Den Auftakt bietet ein von Rudolf Englert redigiertes Heft der Zeitschrift „rhs - Religionsunterricht an höheren Schulen“ (Englert, 2002), in dem Hans Schmid, Ingrid Schoberth und Bernhard Dressler zu Beiträgen über das religionsdidaktische Problem eingeladen wurden, dass religiöse Kommunikation den Rahmen begrifflich-verbalsprachlicher Kommunikation aufsprengt. Dressler votierte, ausgehend von Friedrich Schleiermachers Analyse des Gottesdienstes als einer Verschränkung von „Darstellung und Mitteilung“ der christlichen Religion, in seinem Beitrag dafür, auch religionsdidaktisch auf ein „handlungsorientiertes Verstehen von Religion als einer Praxis“ abzuzielen, dabei freilich zwischen „didaktischen Inszenierungen und authentischer religiöser Praxis zu unterscheiden“ (Dressler, 2002, 16). Im Blick auf einige Unterrichtsbeispiele („Didaktische Inszenierung von Religion: Probeaufenthalte in religiösen Welten“, a.a.O., 14) hieß es eher vorsichtig: „Man könnte von einer ‚performativen Textdidaktik‘ sprechen“ (ebd.). Englert griff den Impuls kräftiger (wenngleich mit kritischer Reserve) auf und fragte in seinen „Anmerkungen zu den Ansätzen von Schmid, Dressler und Schoberth“ (Englert, 2002) – zugleich dem Heft den Titel gebend: „Performativer Religionsunterricht!?“. Eine Art „Label“ war formuliert, das im Verlauf der weiteren Diskussion unterschiedliche Akzentuierungen erhielt.

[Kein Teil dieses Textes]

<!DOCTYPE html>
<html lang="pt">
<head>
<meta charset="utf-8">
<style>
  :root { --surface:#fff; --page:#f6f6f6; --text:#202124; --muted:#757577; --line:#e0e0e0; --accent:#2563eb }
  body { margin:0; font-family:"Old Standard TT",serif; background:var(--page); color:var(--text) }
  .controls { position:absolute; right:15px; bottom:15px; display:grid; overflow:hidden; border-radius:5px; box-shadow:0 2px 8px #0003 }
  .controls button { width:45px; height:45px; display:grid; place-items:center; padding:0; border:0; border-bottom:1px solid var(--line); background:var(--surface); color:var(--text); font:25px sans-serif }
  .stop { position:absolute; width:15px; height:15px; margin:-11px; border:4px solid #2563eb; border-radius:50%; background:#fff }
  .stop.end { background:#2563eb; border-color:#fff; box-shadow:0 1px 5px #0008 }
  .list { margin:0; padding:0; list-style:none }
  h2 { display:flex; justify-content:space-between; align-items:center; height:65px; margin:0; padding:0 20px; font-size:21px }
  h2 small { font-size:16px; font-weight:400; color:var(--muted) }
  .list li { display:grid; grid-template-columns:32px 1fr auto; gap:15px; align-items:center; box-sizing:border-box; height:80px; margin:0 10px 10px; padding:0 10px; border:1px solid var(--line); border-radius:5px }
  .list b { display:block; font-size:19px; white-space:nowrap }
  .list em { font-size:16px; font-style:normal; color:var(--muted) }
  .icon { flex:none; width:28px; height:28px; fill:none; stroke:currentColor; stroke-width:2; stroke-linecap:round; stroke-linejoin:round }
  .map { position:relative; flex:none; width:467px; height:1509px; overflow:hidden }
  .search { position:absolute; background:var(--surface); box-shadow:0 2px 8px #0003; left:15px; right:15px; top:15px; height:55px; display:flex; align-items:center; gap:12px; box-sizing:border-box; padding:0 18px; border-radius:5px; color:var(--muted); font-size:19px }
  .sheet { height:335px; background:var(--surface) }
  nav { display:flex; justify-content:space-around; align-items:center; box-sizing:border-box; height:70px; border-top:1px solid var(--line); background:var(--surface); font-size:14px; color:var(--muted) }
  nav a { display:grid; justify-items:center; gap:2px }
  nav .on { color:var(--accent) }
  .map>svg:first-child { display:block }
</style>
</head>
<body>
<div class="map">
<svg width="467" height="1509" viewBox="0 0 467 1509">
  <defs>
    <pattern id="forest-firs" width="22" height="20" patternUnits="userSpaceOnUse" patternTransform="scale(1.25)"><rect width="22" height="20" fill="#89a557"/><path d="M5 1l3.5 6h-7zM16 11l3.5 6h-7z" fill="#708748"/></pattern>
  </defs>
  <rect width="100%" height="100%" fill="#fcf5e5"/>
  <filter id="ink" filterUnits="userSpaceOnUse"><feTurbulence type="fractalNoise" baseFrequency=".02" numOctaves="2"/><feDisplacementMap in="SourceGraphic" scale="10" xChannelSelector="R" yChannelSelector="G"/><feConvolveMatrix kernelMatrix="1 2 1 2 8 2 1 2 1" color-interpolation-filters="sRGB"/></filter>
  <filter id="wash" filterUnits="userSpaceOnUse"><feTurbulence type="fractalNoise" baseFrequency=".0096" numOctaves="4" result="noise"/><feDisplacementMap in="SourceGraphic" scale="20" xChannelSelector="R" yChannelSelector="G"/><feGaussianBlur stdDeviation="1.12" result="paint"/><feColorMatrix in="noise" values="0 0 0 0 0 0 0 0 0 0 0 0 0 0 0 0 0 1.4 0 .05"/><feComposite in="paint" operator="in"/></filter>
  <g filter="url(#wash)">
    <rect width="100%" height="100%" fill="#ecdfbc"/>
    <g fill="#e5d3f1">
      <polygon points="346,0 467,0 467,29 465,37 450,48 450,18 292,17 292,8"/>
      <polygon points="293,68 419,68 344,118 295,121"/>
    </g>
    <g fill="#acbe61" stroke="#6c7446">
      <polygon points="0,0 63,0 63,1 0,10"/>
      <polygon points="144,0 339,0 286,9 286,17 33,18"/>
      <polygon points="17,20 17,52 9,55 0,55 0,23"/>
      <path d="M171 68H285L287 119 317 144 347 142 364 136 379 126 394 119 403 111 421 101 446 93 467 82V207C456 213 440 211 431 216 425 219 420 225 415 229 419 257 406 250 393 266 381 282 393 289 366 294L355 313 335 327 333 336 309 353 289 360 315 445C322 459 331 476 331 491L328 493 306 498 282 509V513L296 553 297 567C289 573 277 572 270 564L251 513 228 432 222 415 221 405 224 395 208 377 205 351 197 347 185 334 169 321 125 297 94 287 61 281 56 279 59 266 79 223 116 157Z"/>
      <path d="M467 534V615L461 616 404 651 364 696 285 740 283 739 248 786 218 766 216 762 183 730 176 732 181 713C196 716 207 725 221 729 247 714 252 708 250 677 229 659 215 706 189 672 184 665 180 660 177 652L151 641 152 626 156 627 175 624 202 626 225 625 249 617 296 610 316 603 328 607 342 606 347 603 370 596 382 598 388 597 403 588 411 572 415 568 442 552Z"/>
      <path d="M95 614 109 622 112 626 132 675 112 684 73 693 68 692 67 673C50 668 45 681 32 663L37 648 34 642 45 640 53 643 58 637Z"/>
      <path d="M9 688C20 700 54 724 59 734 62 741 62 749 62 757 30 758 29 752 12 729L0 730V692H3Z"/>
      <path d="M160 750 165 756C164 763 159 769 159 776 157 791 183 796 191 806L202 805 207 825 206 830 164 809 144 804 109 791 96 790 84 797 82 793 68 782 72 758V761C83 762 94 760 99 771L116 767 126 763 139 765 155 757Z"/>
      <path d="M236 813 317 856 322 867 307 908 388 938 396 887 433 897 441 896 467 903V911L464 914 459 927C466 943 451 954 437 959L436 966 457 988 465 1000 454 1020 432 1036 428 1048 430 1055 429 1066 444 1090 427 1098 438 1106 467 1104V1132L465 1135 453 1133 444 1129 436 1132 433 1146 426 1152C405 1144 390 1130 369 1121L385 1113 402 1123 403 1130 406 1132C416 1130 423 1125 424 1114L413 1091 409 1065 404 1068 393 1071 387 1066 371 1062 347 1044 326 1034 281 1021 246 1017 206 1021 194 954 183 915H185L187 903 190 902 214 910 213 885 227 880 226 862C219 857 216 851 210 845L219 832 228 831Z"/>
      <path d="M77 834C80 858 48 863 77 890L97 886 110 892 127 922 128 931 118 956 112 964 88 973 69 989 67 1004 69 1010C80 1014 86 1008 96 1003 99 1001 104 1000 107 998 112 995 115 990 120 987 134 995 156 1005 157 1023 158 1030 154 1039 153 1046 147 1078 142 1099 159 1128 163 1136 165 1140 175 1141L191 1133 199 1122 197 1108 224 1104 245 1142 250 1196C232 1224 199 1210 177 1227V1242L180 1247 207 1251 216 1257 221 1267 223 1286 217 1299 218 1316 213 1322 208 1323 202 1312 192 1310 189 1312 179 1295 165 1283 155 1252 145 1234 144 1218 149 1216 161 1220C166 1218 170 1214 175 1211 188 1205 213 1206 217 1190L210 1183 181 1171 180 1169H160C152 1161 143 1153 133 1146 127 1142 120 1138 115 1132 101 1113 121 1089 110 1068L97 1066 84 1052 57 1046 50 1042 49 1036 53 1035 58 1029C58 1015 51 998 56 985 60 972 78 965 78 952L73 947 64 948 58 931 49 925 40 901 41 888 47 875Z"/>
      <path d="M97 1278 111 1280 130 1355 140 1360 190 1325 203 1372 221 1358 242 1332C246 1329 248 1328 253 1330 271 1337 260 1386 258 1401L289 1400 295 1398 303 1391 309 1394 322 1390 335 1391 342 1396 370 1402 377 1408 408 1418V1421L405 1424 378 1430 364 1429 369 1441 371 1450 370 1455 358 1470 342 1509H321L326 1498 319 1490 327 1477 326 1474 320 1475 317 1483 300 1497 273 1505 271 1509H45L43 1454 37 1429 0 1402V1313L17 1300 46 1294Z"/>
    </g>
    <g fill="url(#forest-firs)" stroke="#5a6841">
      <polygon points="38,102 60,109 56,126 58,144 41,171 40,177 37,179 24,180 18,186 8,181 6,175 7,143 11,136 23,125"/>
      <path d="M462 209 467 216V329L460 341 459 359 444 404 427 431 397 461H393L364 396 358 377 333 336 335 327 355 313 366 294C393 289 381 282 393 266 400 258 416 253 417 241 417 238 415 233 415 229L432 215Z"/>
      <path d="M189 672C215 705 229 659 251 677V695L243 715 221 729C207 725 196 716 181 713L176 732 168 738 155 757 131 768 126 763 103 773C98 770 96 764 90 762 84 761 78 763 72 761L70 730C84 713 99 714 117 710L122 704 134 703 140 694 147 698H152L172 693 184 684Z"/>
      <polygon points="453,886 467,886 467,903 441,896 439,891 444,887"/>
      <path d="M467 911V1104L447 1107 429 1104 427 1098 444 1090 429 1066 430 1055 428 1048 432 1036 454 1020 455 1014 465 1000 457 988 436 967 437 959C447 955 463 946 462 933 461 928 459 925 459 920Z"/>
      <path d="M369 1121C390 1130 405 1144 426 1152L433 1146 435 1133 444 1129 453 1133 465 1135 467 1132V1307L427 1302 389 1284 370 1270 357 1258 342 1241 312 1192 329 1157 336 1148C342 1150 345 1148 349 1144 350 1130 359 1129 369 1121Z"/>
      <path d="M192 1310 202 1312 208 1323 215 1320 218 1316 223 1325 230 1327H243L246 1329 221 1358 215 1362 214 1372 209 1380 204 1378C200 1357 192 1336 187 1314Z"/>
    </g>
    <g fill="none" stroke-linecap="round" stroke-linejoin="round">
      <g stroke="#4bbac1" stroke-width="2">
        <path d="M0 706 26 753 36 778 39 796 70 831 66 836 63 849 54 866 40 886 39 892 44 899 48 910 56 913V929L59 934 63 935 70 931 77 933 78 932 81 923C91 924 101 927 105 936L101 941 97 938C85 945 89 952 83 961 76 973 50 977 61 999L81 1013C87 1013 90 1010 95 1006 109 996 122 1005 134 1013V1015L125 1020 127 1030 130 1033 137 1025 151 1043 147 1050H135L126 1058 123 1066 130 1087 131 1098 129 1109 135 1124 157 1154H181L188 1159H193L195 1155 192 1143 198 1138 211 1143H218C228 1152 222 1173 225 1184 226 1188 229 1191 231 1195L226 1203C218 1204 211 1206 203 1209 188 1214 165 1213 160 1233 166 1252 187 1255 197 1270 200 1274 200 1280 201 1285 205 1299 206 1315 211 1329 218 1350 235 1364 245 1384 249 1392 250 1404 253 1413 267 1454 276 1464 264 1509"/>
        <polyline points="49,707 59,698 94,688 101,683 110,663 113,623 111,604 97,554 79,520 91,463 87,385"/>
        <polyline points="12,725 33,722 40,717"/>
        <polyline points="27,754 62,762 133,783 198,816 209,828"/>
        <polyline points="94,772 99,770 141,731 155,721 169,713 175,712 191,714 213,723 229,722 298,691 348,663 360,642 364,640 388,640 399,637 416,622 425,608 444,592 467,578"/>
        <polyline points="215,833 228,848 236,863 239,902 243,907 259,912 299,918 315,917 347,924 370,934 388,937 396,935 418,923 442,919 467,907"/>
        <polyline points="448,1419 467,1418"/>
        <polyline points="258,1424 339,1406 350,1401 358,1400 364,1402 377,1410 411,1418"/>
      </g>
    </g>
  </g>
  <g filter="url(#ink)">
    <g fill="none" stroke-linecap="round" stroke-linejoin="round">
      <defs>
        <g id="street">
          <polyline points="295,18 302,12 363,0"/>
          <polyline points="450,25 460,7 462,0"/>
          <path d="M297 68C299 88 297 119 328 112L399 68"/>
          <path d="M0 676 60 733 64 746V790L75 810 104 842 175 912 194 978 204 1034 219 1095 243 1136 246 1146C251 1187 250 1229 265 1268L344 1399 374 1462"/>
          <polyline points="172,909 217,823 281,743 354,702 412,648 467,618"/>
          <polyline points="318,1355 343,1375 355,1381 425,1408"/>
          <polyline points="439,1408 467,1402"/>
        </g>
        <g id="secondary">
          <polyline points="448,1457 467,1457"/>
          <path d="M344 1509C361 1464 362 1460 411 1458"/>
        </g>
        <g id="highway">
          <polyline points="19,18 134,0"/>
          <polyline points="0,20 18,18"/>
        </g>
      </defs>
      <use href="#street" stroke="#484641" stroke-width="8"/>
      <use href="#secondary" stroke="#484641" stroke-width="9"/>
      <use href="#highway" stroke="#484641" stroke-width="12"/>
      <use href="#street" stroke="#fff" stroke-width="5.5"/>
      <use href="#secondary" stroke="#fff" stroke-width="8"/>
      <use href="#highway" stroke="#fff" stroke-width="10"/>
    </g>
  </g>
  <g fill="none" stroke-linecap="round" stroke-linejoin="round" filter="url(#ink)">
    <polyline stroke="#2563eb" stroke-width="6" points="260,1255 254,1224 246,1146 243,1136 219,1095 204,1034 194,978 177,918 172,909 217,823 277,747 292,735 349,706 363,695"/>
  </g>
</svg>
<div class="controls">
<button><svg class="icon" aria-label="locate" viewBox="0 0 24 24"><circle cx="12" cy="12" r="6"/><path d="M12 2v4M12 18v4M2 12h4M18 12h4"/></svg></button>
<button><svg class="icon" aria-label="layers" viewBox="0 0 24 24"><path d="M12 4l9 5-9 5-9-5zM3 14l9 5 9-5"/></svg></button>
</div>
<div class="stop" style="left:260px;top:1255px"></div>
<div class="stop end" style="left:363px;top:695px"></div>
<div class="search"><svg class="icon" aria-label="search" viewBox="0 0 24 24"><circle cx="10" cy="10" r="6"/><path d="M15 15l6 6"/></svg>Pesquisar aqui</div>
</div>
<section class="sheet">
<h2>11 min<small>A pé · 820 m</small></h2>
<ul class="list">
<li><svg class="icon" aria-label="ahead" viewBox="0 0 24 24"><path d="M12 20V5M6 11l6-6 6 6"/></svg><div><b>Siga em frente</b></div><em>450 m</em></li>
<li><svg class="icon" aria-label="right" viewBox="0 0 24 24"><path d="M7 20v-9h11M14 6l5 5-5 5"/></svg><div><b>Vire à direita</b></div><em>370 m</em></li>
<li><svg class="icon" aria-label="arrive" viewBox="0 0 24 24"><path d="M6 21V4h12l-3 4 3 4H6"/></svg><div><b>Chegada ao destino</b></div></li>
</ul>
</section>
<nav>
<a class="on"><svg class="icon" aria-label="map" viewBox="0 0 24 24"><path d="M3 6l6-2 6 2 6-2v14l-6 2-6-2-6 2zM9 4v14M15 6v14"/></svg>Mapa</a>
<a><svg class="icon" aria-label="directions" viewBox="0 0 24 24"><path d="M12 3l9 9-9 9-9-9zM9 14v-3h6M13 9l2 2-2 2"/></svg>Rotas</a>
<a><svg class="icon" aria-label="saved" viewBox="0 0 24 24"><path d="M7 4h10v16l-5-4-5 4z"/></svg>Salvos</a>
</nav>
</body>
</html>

Performanzorientierte Religionsdidaktik schließt an den in Peter Biehls → Symboldidaktik betonten und in deren semiotischer Revision (Meyer-Blanck, 2002) bestärkten Sachverhalt an, dass die Bedeutung von Symbolen nicht kontextfrei, sondern modal zu bestimmen ist, u.a. also abhängig von kommunikativen Gebrauchskontexten. Zumal nach dem weitgehenden Ausfall religiöser Sozialisation kann aber nicht mehr vorausgesetzt werden, dass zu den im Religionsunterricht thematisierten Gegenständen bereits Kenntnisse und Erfahrungen vorliegen, bevor sie kritisch reflektiert werden. Im Unterricht muss Religion erst gezeigt werden. „Religion zeigen“ (Dressler/Meyer-Blanck, 1998) zielt darauf ab, Religion als eine Praxis zuerschließen, also im Blick auf ihre Vollzugsformen als Kultur symbolischer Kommunikation. Die christliche Religion wird nur als erzählte, gestaltete, gefeierte Religion begreifbar. Der – unter den Bedingungen der Schule: probeweise, experimentelle – Gebrauch von Symbolen und Zeichen muss ihrer kritischen Reflexion systematisch vorausgehen. Dabei werden im Religionsunterricht die Binnen- und Teilnahmeperspektive der Selbstinterpretation und des Vollzugs einer Religion und die Außen- und Beobachtungsperspektive des distanzierten Nachdenkens über Religion miteinander verschränkt. Didaktisch ist in der Spannung zwischen Teilnahme und Beobachtung die Unmittelbarkeit des Vollzugs suspendiert. Es kann im schulischen Unterricht (als unterschieden von der Schule als einem Lebensort, in dem Religion als kulturelle Praxis gepflegt wird) keine authentische Religionspraxis geben.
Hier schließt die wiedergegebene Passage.